A novel in silico reverse-transcriptomics-based identification and blood-based validation of a panel of sub-type specific biomarkers in lung cancer

Abstract

Lung cancer accounts for the highest number of cancer-related deaths worldwide. Early diagnosis significantly increases the disease-free survival rate and a large amount of effort has been expended in screening trials and the development of early molecular diagnostics. However, a gold standard diagnostic strategy is not yet available. Here, based on miRNA expression profile in lung cancer and using a novel in silico reverse-transcriptomics approach, followed by analysis of the interactome; we have identified potential transcription factor (TF) markers that would facilitate diagnosis of subtype specific lung cancer. A subset of seven TF markers has been used in a microarray screen and was then validated by blood-based qPCR using stage-II and IV non-small cell lung carcinomas (NSCLC). Our results suggest that overexpression of HMGA1, E2F6, IRF1, and TFDP1 and downregulation or no expression of SUV39H1, RBL1, and HNRPD in blood is suitable for diagnosis of lung adenocarcinoma and squamous cell carcinoma sub-types of NSCLC. Here, E2F6 was, for the first time, found to be upregulated in NSCLC blood samples. The miRNA-TF-miRNA interaction based molecular mechanisms of these seven markers in NSCLC revealed that HMGA1 and TFDP1 play vital roles in lung cancer tumorigenesis.

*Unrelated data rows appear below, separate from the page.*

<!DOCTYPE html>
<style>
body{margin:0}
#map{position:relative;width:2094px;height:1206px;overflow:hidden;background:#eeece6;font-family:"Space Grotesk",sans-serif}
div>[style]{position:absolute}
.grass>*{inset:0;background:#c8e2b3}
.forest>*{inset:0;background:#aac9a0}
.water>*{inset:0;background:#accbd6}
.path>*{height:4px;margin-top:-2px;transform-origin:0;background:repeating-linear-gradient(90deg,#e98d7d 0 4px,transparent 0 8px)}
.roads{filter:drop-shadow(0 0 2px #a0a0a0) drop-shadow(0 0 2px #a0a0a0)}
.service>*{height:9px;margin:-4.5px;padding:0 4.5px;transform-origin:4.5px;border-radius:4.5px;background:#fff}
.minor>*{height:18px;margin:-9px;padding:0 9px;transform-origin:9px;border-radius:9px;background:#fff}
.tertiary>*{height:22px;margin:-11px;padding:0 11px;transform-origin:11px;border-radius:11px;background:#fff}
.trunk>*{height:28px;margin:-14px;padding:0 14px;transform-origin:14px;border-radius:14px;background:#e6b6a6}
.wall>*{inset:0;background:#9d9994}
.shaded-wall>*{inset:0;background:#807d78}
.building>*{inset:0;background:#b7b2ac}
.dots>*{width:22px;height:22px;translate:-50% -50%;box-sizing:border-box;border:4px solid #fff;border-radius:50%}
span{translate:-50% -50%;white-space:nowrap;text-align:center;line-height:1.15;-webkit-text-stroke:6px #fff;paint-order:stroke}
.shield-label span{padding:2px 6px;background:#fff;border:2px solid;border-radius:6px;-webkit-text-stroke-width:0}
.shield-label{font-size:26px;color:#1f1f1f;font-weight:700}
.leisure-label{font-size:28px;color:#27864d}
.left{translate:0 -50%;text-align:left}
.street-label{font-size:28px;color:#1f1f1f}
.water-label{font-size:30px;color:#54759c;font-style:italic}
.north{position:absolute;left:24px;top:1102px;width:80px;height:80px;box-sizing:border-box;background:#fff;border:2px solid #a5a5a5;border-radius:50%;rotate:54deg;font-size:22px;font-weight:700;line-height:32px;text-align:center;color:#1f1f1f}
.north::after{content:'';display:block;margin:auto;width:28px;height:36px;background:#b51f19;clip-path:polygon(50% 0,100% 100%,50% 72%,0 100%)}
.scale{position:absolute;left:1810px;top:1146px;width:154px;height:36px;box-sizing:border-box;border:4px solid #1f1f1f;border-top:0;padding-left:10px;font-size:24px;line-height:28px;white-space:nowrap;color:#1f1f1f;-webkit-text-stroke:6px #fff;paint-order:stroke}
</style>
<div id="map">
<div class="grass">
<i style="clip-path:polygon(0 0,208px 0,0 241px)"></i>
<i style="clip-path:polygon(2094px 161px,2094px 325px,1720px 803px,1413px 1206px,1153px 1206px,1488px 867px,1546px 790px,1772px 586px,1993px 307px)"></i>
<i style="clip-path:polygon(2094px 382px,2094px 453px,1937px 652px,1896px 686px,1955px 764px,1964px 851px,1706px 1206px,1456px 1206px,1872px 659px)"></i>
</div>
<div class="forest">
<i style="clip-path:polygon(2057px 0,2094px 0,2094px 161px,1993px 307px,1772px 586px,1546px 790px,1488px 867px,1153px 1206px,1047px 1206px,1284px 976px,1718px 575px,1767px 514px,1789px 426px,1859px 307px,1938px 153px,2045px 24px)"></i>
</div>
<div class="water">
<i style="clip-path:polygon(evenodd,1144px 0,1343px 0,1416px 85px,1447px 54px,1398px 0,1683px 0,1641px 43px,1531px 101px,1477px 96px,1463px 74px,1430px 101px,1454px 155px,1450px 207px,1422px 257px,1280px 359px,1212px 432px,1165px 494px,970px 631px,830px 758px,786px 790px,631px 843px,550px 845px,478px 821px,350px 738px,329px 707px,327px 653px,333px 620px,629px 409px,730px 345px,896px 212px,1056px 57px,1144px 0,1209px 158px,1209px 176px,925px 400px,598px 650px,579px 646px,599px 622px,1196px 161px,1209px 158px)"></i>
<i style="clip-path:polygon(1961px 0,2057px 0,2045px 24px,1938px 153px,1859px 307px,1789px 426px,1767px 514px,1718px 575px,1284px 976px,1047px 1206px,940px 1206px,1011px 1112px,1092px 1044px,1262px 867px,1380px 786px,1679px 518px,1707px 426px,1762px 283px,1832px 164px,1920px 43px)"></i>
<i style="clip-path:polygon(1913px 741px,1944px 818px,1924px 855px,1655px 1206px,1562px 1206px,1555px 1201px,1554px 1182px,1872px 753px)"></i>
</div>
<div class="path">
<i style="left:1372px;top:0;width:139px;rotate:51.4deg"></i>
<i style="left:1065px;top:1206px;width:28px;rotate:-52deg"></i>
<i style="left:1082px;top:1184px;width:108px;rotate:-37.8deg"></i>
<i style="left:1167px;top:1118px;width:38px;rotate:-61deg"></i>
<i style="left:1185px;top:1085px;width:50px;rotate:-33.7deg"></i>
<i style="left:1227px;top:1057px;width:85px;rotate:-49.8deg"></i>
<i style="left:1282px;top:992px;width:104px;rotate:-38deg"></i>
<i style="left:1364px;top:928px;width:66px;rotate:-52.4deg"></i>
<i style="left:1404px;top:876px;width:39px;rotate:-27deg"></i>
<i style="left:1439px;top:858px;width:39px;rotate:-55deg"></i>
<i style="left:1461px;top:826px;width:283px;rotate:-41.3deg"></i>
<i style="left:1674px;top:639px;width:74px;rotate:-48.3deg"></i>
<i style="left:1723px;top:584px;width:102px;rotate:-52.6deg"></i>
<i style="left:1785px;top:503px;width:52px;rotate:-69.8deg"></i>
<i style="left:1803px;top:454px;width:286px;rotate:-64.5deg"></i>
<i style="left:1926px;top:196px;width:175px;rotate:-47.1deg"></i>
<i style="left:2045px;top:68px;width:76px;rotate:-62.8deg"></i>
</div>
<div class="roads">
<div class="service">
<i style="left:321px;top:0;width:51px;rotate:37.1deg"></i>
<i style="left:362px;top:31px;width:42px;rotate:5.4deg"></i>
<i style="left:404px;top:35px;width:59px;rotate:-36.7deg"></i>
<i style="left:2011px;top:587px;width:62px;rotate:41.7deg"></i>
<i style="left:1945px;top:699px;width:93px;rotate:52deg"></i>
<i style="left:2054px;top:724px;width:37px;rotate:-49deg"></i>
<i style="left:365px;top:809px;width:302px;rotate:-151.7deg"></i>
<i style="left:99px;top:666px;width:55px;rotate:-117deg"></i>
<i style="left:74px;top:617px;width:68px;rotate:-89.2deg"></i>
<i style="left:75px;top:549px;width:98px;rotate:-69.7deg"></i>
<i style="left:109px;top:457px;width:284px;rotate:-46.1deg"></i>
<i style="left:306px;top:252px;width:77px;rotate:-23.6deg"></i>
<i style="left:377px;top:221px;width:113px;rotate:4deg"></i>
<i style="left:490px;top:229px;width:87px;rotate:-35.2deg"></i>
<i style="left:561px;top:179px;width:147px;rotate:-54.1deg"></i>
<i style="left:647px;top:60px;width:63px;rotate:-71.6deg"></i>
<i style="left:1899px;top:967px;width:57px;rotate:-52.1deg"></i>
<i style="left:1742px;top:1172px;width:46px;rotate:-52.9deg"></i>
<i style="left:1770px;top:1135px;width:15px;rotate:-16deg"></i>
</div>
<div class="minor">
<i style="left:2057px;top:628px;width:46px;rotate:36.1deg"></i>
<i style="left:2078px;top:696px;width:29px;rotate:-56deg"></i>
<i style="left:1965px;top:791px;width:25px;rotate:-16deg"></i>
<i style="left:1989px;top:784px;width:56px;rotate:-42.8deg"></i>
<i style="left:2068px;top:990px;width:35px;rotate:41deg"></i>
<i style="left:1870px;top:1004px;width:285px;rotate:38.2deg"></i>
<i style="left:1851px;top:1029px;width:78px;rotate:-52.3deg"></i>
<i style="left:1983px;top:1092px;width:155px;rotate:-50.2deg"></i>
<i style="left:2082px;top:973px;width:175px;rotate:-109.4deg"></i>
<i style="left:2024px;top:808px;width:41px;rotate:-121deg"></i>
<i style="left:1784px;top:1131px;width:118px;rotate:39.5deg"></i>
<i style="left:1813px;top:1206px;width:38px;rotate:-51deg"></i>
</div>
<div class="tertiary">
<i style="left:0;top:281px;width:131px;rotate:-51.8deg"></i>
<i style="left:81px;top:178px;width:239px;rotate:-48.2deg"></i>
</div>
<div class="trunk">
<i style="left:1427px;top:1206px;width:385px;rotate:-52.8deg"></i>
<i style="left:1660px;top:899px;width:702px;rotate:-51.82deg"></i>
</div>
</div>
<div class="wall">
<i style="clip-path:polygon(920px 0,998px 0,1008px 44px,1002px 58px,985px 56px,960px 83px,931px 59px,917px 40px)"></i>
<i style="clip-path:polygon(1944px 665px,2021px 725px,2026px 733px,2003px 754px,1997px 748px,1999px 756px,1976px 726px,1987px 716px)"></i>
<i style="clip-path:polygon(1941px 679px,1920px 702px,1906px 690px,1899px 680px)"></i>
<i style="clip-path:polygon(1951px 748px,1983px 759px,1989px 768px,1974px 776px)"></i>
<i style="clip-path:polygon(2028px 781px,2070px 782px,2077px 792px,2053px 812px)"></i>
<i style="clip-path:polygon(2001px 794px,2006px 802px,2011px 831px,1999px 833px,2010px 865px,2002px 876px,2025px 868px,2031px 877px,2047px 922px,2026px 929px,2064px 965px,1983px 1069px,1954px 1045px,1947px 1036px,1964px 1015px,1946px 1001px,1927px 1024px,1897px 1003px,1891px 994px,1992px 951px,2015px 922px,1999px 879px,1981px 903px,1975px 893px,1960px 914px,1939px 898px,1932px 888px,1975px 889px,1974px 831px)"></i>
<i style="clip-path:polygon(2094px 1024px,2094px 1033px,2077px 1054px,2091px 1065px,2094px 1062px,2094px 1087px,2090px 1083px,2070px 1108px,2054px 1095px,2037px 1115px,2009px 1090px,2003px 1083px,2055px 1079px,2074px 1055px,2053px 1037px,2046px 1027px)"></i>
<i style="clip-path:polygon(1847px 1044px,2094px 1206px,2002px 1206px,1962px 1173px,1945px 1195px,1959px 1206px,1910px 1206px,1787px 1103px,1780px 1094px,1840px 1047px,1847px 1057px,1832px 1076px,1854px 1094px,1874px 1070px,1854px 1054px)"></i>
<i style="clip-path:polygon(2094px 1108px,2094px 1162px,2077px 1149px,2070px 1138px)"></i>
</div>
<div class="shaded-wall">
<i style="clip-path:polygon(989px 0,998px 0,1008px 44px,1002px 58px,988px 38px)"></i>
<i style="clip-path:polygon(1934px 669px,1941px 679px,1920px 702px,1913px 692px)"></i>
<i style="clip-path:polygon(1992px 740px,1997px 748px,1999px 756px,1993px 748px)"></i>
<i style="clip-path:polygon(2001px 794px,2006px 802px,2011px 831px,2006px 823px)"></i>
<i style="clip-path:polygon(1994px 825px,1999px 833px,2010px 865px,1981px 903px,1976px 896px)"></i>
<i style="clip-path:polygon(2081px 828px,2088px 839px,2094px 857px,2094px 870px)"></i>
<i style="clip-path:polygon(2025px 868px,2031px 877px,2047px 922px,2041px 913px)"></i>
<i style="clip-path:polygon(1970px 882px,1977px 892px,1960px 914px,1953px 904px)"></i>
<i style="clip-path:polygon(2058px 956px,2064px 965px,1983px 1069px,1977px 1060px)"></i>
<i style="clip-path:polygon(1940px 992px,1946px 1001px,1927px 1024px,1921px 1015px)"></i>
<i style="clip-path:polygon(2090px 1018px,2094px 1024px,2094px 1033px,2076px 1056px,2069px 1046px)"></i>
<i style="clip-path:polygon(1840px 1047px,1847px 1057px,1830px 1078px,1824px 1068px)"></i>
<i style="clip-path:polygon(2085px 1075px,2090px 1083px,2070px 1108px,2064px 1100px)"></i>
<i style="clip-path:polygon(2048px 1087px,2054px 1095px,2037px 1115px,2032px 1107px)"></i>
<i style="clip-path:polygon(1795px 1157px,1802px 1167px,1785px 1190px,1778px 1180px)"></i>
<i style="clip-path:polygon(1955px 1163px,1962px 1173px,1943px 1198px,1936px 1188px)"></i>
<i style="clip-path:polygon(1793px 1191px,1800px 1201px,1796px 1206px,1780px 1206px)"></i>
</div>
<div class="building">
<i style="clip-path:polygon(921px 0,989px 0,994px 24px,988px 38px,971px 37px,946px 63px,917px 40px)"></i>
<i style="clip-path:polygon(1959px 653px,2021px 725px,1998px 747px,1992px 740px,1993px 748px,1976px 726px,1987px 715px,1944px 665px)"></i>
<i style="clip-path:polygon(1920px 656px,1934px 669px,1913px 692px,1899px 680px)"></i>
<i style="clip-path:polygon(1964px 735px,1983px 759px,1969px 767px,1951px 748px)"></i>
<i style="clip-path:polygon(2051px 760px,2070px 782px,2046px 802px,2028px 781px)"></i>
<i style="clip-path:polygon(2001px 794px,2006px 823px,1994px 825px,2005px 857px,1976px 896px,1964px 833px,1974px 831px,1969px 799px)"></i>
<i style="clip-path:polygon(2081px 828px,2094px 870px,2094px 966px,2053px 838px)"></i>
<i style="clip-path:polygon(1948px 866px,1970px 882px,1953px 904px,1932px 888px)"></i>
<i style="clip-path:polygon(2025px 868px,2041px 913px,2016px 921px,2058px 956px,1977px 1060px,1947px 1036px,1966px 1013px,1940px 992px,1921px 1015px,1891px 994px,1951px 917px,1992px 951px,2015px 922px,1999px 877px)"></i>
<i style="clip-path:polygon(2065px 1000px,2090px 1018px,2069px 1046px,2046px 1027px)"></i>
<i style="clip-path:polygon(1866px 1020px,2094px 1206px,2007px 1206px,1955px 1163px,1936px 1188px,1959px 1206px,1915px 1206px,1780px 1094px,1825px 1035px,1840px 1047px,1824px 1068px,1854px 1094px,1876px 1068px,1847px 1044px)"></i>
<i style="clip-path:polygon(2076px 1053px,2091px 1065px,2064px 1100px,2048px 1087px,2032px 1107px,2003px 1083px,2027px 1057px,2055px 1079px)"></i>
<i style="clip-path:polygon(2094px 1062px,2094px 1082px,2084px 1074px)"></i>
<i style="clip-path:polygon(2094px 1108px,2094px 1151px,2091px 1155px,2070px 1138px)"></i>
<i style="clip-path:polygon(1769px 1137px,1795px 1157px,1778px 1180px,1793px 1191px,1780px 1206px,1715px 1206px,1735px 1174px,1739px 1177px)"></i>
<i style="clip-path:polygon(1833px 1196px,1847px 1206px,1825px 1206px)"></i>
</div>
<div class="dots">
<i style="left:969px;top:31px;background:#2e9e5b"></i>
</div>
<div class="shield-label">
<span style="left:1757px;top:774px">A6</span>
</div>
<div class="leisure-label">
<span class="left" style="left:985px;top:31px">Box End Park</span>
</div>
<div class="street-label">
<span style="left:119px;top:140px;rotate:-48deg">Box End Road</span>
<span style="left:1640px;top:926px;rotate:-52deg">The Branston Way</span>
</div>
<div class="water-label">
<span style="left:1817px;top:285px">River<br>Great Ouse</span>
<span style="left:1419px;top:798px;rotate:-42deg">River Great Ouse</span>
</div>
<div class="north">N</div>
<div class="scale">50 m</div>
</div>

The strategy developed in this work is applicable to any other cancer or disease and can assist in the identification of potential biomarkers.

Figure 1

Flow-diagram showing entire strategy that is applied to identify TF biomarkers in Lung cancer based on miRNA profiles.

Figure 2

Cell cycle specific 26 key interacting TFs that are targets of miRNAs involved in common events in lung cancer as well as in NSCLC and SCLC. The network is created as described in the text. As per our hypothesis, this network also represents interactions of cell cycle regulating miRNAs associated with NSCLC, SCLC, and common events of lung cancer. TFs circled in red are shared by both NSCLC and SCLC. Molecules marked in hexagon are unique to common events. Other molecules in the map are shared by NSCLC and common events of lung cancers.

Figure 3

Cell cycle specific 9 key interacting TFs that are targets of miRNAs involved in SCLC. As per our hypothesis, this network represents interaction of cell cycle regulating miRNAs associated with SCLC. For detail, please see the text.

Figure 4

Interactions of TFs (as per our hypothesis miRNAs) associated with NSCLC and SCLC. TFs circled in red are shared by both NSCLC and SCLC. Molecules marked in star are unique to NSCLC. Other molecules in the map are shared by NSCLC and general events of lung cancers.

Figure 5

Blood based qPCR results for selected seven NSCLC specific markers. As compared to the control; HMGA1, TFPD1, E2F6, and IRF1 are upregulated and SUV39H1, RBL1, and HNRPD are downregulated or not expressed in all tested samples.

Figure 6

The correlations of identified seven TF markers and interacting miRNAs. The interactions provide better insights of molecular events and mechanisms during lung cancer tumorigenesis. For detail, please see the text.